- **WHAT TO DO**: Once you have read the entries, copy all of them exactly.
SUPPLIED RECORDS Start Marker
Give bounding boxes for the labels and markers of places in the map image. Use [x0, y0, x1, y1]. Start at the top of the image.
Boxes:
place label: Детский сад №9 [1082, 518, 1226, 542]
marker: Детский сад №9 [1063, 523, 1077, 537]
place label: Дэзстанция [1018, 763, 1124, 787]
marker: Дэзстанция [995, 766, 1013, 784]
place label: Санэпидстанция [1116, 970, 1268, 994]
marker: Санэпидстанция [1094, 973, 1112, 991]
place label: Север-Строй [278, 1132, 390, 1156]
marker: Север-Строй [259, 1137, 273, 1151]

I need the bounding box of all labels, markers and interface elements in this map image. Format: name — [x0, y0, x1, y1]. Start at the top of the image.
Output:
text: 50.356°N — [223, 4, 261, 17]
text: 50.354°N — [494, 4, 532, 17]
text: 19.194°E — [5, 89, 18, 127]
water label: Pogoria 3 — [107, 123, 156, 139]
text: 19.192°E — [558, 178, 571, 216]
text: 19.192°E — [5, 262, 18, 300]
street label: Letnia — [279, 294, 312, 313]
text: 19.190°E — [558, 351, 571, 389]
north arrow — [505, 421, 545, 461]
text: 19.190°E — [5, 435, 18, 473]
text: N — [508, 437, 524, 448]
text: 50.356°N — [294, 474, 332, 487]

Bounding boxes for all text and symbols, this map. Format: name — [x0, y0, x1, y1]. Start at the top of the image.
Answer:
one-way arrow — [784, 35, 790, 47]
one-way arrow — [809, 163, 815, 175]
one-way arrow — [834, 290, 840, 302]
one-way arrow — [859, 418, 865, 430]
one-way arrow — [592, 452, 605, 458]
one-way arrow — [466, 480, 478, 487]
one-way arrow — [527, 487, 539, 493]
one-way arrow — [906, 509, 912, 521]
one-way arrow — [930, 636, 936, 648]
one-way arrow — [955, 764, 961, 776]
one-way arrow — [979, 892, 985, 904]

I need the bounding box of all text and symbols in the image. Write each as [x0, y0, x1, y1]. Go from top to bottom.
SUPPLIED RECORDS End Marker
- **TASK OUTPUT**:
Give bounding boxes for the labels and markers of places in the map image. Use [x0, y0, x1, y1]. Start at the top of the image.
Boxes:
place label: Детский сад №9 [1082, 518, 1226, 542]
marker: Детский сад №9 [1063, 523, 1077, 537]
place label: Дэзстанция [1018, 763, 1124, 787]
marker: Дэзстанция [995, 766, 1013, 784]
place label: Санэпидстанция [1116, 970, 1268, 994]
marker: Санэпидстанция [1094, 973, 1112, 991]
place label: Север-Строй [278, 1132, 390, 1156]
marker: Север-Строй [259, 1137, 273, 1151]

I need the bounding box of all labels, markers and interface elements in this map image. Format: name — [x0, y0, x1, y1]. Start at the top of the image.
Output:
text: 50.356°N — [223, 4, 261, 17]
text: 50.354°N — [494, 4, 532, 17]
text: 19.194°E — [5, 89, 18, 127]
water label: Pogoria 3 — [107, 123, 156, 139]
text: 19.192°E — [558, 178, 571, 216]
text: 19.192°E — [5, 262, 18, 300]
street label: Letnia — [279, 294, 312, 313]
text: 19.190°E — [558, 351, 571, 389]
north arrow — [505, 421, 545, 461]
text: 19.190°E — [5, 435, 18, 473]
text: N — [508, 437, 524, 448]
text: 50.356°N — [294, 474, 332, 487]

Bounding boxes for all text and symbols, this map. Format: name — [x0, y0, x1, y1]. Start at the top of the image.
Answer:
one-way arrow — [784, 35, 790, 47]
one-way arrow — [809, 163, 815, 175]
one-way arrow — [834, 290, 840, 302]
one-way arrow — [859, 418, 865, 430]
one-way arrow — [592, 452, 605, 458]
one-way arrow — [466, 480, 478, 487]
one-way arrow — [527, 487, 539, 493]
one-way arrow — [906, 509, 912, 521]
one-way arrow — [930, 636, 936, 648]
one-way arrow — [955, 764, 961, 776]
one-way arrow — [979, 892, 985, 904]

I need the bounding box of all text and symbols in the image. Write each as [x0, y0, x1, y1]. Go from top to bottom.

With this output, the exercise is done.